Perhaps there was some bond linking Viv to the crown, invisible to human eyes. Perhaps Yannis merely proceeded by elimination: she had not caused Zanj’s collapse, and neither had the Star, which left … Viv. And maybe Viv had spoken her command out loud.
Viv scrambled back, but Yannis’s massive hand swept out, caught her, lifted her up, squeezed. Bones ground bones. Viv’s own scream surprised her. “I don’t know what you have done to my sister,” Yannis said. Pressure built, and with it pain, all through Viv’s body, bones taxed to the verge of breaking, joints crammed against themselves, the burning black-dot panic of asphyxiation as she tried to breathe but could not, and the tingling throughout her limbs as her heart struggled to force blood against the pressure of that gigantic hand. “But be you ever so useful, I will crush you for it.” And as the black bloomed, she knew she was about to die.
“No.” Zanj rose, ragged, panting, free, from the ship—silvery-gray blood on her face, her nails. “Sister. Let me.”
Yannis, respectful, bowing, of course, dear Sister, opened her fist and let Viv slide into Zanj’s palm. Half-blind with agony, Viv used that moment’s freedom to draw a long, shuddering breath, filling her lungs, ignoring the razor blades someone had sewn between her ribs. She was about to die. Zanj would kill her. But Zanj’s crown remained stubbornly, furiously gray as she shrank, as she knelt and dropped Viv in a panting sprawl on the ship’s hull. Perhaps Viv was already dying, and the crown believed there was no more harm Zanj could do.
Zanj touched the Fallen Star.
Its lightning cascade burned gold all through. Fractal facets smoothed. The Star whirled inward, its light-devouring blackness gaining depth as the weapon concentrated itself into a staff of no color save at either end, where its facet edges broke light to rainbows. Zanj gripped the Star, hefted it, spun it experimentally in space, tossed it up and caught it once again, contemplating. The space around her seemed to sing. An earthquake twitch ran through the ship’s many limbs, as if the world itself would flee her.
Viv did not move.
Yannis knelt beside them, her teeth man-sized, her whisper deafening. “Kill her, Sister.
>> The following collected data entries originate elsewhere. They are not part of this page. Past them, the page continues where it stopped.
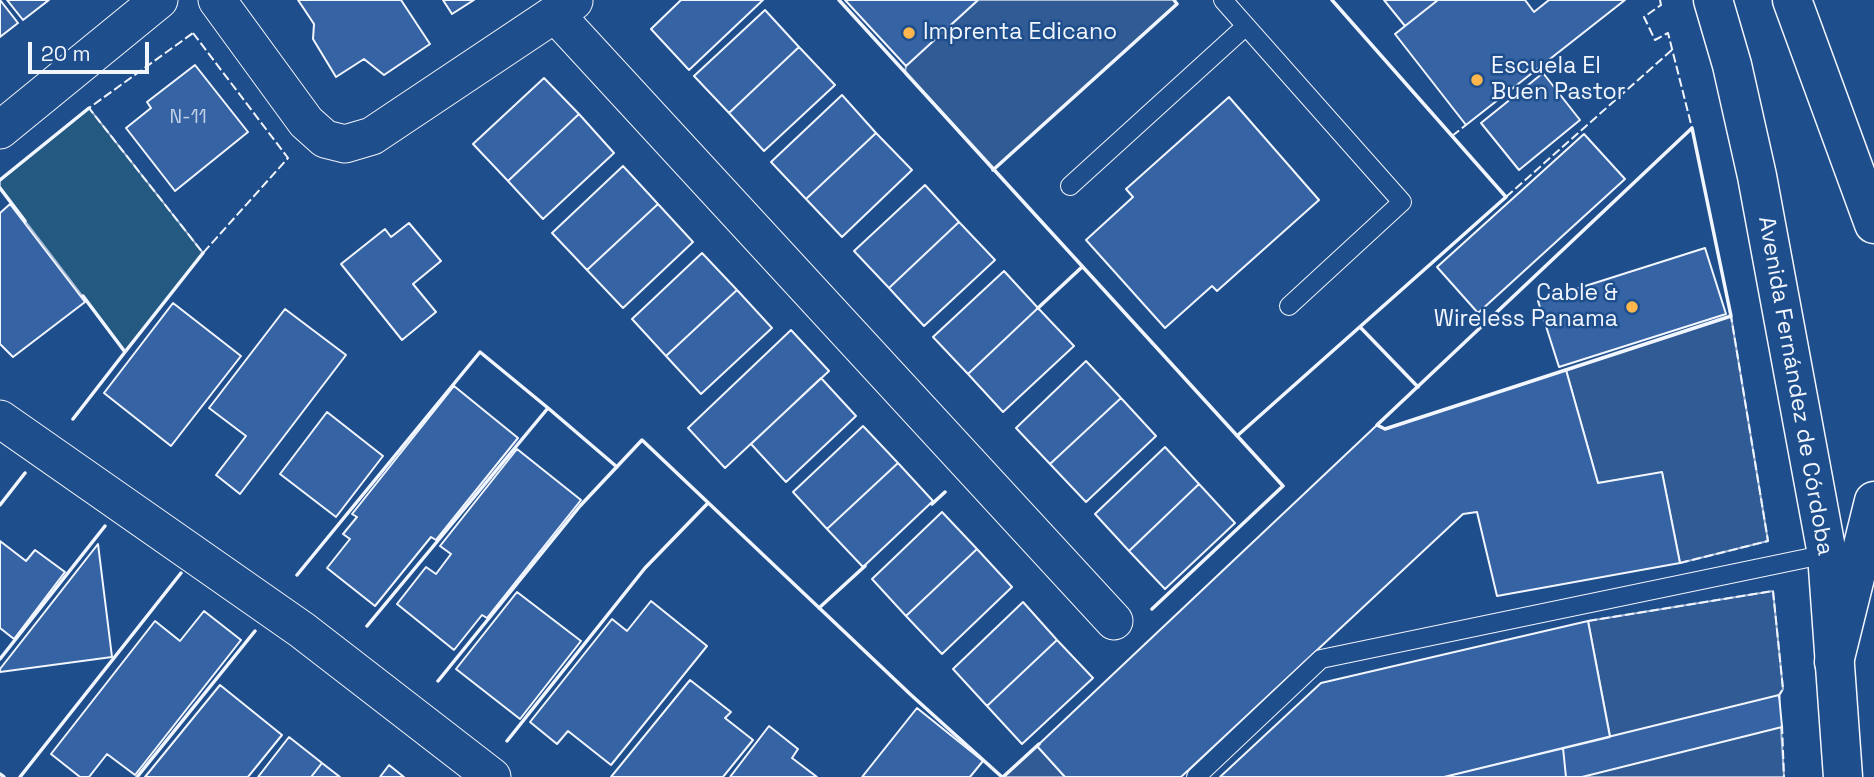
<!DOCTYPE html>
<html>
<head>
<meta charset="utf-8">
<style>
  body { margin:0 }
  #map { position:relative; width:1874px; height:777px; overflow:hidden; background:#1f4e8c; font-family:"Space Grotesk",sans-serif }
  canvas { display:block }
  .scale { position:absolute; left:28px; top:42px; width:121px; height:32px; box-sizing:border-box; border:4px solid #f2f6ff; border-top:0; padding-left:9px; font-size:21px; line-height:24px; white-space:nowrap; color:#f2f6ff; -webkit-text-stroke:5px #1f4e8c; paint-order:stroke }
</style>
</head>
<body>
<div id="map">
<canvas width="1874" height="777"></canvas>
<div class="scale">20 m</div>
</div>
<script>
const g = document.querySelector('canvas').getContext('2d');
g.lineJoin = 'round';
function paint(path, color) {
  g.fillStyle = color;
  g.fill(path, 'evenodd');
}
function trace(path, color, width, dash) {
  g.strokeStyle = color;
  g.lineWidth = width;
  g.lineCap = dash ? 'butt' : 'round';
  g.setLineDash(dash || []);
  g.stroke(path);
}
function write(font, color, halo, rows, align = 'center') {
  g.font = font + ' "Space Grotesk",sans-serif';
  g.lineWidth = 5;
  g.setLineDash([]);
  g.textBaseline = 'middle';
  g.strokeStyle = halo;
  g.fillStyle = color;
  for (const [text, x, y, turn = 0] of rows) {
    g.save();
    g.translate(x, y);
    g.rotate((+turn || 0) * Math.PI / 180);
    g.textAlign = isNaN(turn) ? turn : align;
    if (halo) g.strokeText(text, 0, 0);
    g.fillText(text, 0, 0);
    g.restore();
  }
}
const green = new Path2D(`
  M 89,108 L 203,253 L 125,352 L 0,188 L 0,180 Z`);
const parking = new Path2D(`
  M 978,0 L 1174,0 L 1177,4 L 993,170 L 905,73 L 906,66 Z
  M 1731,316 L 1768,541 L 1680,563 L 1662,473 L 1598,483 L 1566,370 Z
  M 1773,591 L 1783,689 L 1779,696 L 1784,777 L 1566,777 L 1610,736 L 1588,621 Z
  M 1037,746 L 1065,777 L 1003,777 Z`);
const building = new Path2D(`
  M 0,0 L 18,23 L 0,37 Z
  M 7,0 L 49,0 L 23,20 Z
  M 298,0 L 401,0 L 430,44 L 384,75 L 364,59 L 336,77 L 313,39 L 314,24 Z
  M 443,0 L 474,0 L 452,14 Z
  M 681,0 L 763,0 L 689,70 L 651,29 Z
  M 845,0 L 978,0 L 906,66 Z
  M 1384,0 L 1438,0 L 1405,26 Z
  M 1438,0 L 1525,0 L 1534,12 L 1549,0 L 1625,0 L 1466,125 L 1395,34 Z
  M 765,10 L 799,47 L 729,113 L 694,76 Z
  M 799,47 L 835,85 L 764,151 L 729,113 Z
  M 195,65 L 248,132 L 175,191 L 126,128 L 151,108 L 147,102 Z
  M 1543,73 L 1580,120 L 1519,170 L 1481,123 Z
  M 544,78 L 579,114 L 508,181 L 473,144 Z
  M 842,95 L 876,133 L 806,199 L 771,162 Z
  M 1229,97 L 1319,200 L 1217,291 L 1212,286 L 1165,328 L 1086,240 L 1133,197 L 1126,189 Z
  M 579,114 L 614,153 L 543,219 L 508,181 Z
  M 876,133 L 912,170 L 842,237 L 806,199 Z
  M 1584,134 L 1625,179 L 1478,313 L 1437,267 Z
  M 623,166 L 658,204 L 587,270 L 552,233 Z
  M 925,185 L 959,222 L 889,288 L 854,251 Z
  M 10,204 L 85,302 L 13,357 L 0,344 L 0,213 Z
  M 658,204 L 693,242 L 623,308 L 587,270 Z
  M 959,222 L 995,260 L 924,326 L 889,288 Z
  M 409,223 L 441,261 L 413,284 L 436,312 L 402,340 L 341,264 L 385,229 L 391,237 Z
  M 1705,248 L 1726,314 L 1559,367 L 1538,301 Z
  M 702,253 L 737,290 L 666,356 L 632,319 Z
  M 1004,271 L 1038,308 L 968,374 L 933,337 Z
  M 737,290 L 772,328 L 701,394 L 666,356 Z
  M 173,303 L 241,356 L 171,446 L 104,393 Z
  M 1038,308 L 1074,346 L 1003,412 L 968,374 Z
  M 285,309 L 346,355 L 240,494 L 216,475 L 246,436 L 209,408 Z
  M 791,330 L 829,371 L 725,468 L 688,428 Z
  M 1086,361 L 1121,398 L 1050,464 L 1016,428 Z
  M 1566,370 L 1598,483 L 1662,472 L 1680,563 L 1497,596 L 1477,512 L 1463,514 L 1181,777 L 1065,777 L 1037,746 L 1377,425 L 1385,429 Z
  M 821,378 L 856,416 L 786,482 L 751,444 Z
  M 454,386 L 518,438 L 436,540 L 431,537 L 375,606 L 327,568 L 350,539 L 343,534 L 357,517 L 352,514 Z
  M 1121,398 L 1156,436 L 1086,502 L 1050,464 Z
  M 327,412 L 383,456 L 336,517 L 280,474 Z
  M 863,426 L 898,463 L 827,529 L 793,492 Z
  M 1165,447 L 1199,484 L 1129,551 L 1095,514 Z
  M 517,449 L 581,500 L 487,618 L 482,615 L 454,650 L 397,604 L 426,567 L 436,574 L 451,554 L 440,546 Z
  M 898,463 L 933,501 L 863,567 L 827,529 Z
  M 1199,484 L 1235,523 L 1165,589 L 1129,551 Z
  M 942,512 L 977,549 L 906,616 L 872,579 Z
  M 0,541 L 26,561 L 35,550 L 65,572 L 14,639 L 0,628 Z
  M 98,544 L 112,657 L 0,672 L 0,669 Z
  M 977,549 L 1012,587 L 942,654 L 906,616 Z
  M 517,592 L 581,641 L 520,719 L 456,669 Z
  M 651,601 L 707,646 L 611,765 L 568,731 L 557,744 L 530,722 L 612,619 L 627,631 Z
  M 1023,602 L 1057,640 L 987,706 L 953,669 Z
  M 204,611 L 241,640 L 135,775 L 107,754 L 89,777 L 80,777 L 51,754 L 155,621 L 180,641 Z
  M 1588,621 L 1610,737 L 1444,777 L 1220,777 L 1321,683 Z
  M 1057,640 L 1093,678 L 1022,744 L 987,706 Z
  M 690,680 L 731,712 L 725,718 L 753,740 L 723,777 L 611,777 Z
  M 220,685 L 282,735 L 248,777 L 145,777 Z
  M 1779,695 L 1782,727 L 1582,777 L 1566,777 L 1563,748 Z
  M 917,708 L 983,761 L 970,777 L 862,777 Z
  M 769,726 L 798,749 L 792,758 L 817,777 L 730,777 Z
  M 289,737 L 322,763 L 311,777 L 258,777 Z
  M 1563,748 L 1566,777 L 1444,777 Z
  M 322,763 L 340,777 L 311,777 Z
  M 389,765 L 404,777 L 380,777 Z`);
const service = new Path2D(`
  M 1223,0 L 1402,202 L 1289,306
  M 1070,186 L 1246,26
  M 1196,777 L 1321,659 L 1827,554`);
const minor = new Path2D(`
  M 217,0 L 306,122 L 325,139 L 345,144 L 372,136 L 574,1
  M 555,14 L 1114,621
  M 0,130 L 159,0
  M 0,419 L 302,630 L 492,777`);
const secondary = new Path2D(`
  M 1713,0 L 1732,65 L 1757,176 L 1827,554 L 1843,777`);
const primary = new Path2D(`
  M 1792,0 L 1874,224
  M 1834,662 L 1874,501`);
const fence = new Path2D(`
  M 1660,0 L 1661,5 L 1644,17 L 1655,40 L 1668,33 L 1692,128
  M 193,33 L 288,158 L 203,253 L 89,108 Z
  M 1452,136 L 1466,125
  M 1506,197 L 1673,49
  M 1680,563 L 1768,541 L 1731,316
  M 1588,621 L 1773,591 L 1783,689 L 1779,695 L 1780,700
  M 1782,725 L 1784,777`);
const wall = new Path2D(`
  M 839,0 L 1283,486 L 1152,609
  M 1692,128 L 1731,316 L 1385,429 L 1377,425 Z
  M 993,170 L 1177,4 L 1174,0
  M 0,180 L 89,108
  M 0,188 L 25,221
  M 83,296 L 125,352 L 203,253
  M 1038,308 L 1082,267
  M 1360,327 L 1418,387
  M 73,419 L 125,352
  M 1237,436 L 1506,197 L 1332,0
  M 932,504 L 945,492
  M 0,505 L 25,473
  M 297,575 L 480,352 L 548,408
  M 819,608 L 865,566
  M 367,626 L 548,408 L 617,467
  M 0,659 L 105,526
  M 438,681 L 580,506 L 642,440 L 910,694 L 1002,777
  M 507,741 L 645,568 L 708,503
  M 0,774 L 4,777
  M 20,777 L 181,573
  M 137,777 L 255,631
  M 1003,777 L 1039,744`);
const markers = [
  [909,33,7,"#ffb74d"],
  [1477,80,7,"#ffb74d"],
  [1632,307,7,"#ffb74d"]
];
const numberNames = [
  ["N-11",188,118]
];
const poiNames = [
  ["Imprenta Edicano",923,33],
  ["Escuela El",1491,67],
  ["Buen Pastor",1491,93],
  ["Cable &",1618,294,"right"],
  ["Wireless Panama",1618,320,"right"]
];
const streetNames = [
  ["Avenida Fernández de Córdoba",1795,386,80]
];
paint(green, '#245a82');
trace(green, '#a8bbd7', 2);
paint(parking, '#305b95');
trace(parking, '#a8bbd7', 2);
paint(building, '#3563a3');
trace(building, '#f2f6ff', 2);
trace(service, '#f2f6ff', 20);
trace(minor, '#f2f6ff', 39);
trace(secondary, '#f2f6ff', 41);
trace(primary, '#f2f6ff', 41);
trace(service, '#1f4e8c', 18);
trace(minor, '#1f4e8c', 37);
trace(secondary, '#1f4e8c', 38);
trace(primary, '#1f4e8c', 38);
trace(fence, '#f2f6ff', 2, [9, 3.5]);
trace(wall, '#f2f6ff', 3.5);
for (const [x, y, r, color] of markers) {
  const dot = new Path2D();
  dot.arc(x, y, r, 0, 2 * Math.PI);
  g.fillStyle = color;
  g.fill(dot);
  trace(dot, '#1f4e8c', 2.5);
}
write('19px', '#c3d1e8', null, numberNames);
write('23px', '#f2f6ff', '#1f4e8c', poiNames, 'left');
write('23px', '#f2f6ff', '#1f4e8c', streetNames);
</script>
</body>
</html>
She is yours.”
Zanj raised the Star. Viv watched the rainbows at its tip, and wondered if this, too, would hurt.
The Star swept down. It tore through Viv’s skinsuit—and left a trail of burnt air in its wake as it swung past, and around, and, growing through that arc, struck Yannis in the side of the head.
The thud of Yannis’s collapse was heavy and hard enough to send Viv flying, and land her in a different, no less painful, configuration.
When Zanj looked down at Viv, her face held a familiar rage. “What the fuck,” Zanj said, “was that for?”
“What?” Viv, still desperate for breath, still afraid to breathe because it hurt too much, felt as if she’d missed a page.
“What what? That nonsense with the crown! Telling me to stop!”
“You were on her side. You said you didn’t care about me. You were talking about how you’d torture me!”
“I said nothing like that. She did.”
“You blinked at me, and just walked past!”
“That was a wink! A just go with me here wink.”
“You wink with two eyes?”
“‘You wink with two eyes?’” she repeated, mocking, exasperated, and rolled hers. “I had to convince her I was on her side! She could have killed you—she almost did just now. That hurt, Los Angeles. We had a deal. Do they not have deals where you come from?”
“She was your friend.”
Yannis groaned and shifted, still unconscious. Zanj frowned. “Oh, she is. And she’s always been too smart for her own good, and she deserved that ten times over for trying to pull this mess. She’ll forgive me when she wakes up. Probably. Whether I’ll forgive you is another matter entirely. But we’ll settle that later.” She reached down, grabbed Viv’s hand, pulled her to her feet—in spite of Viv’s yelp of pain. “We have the Star. The Cloud started rolling in when you pulled off that chain. We need to get out of here before—”
And then the hull behind her burst open.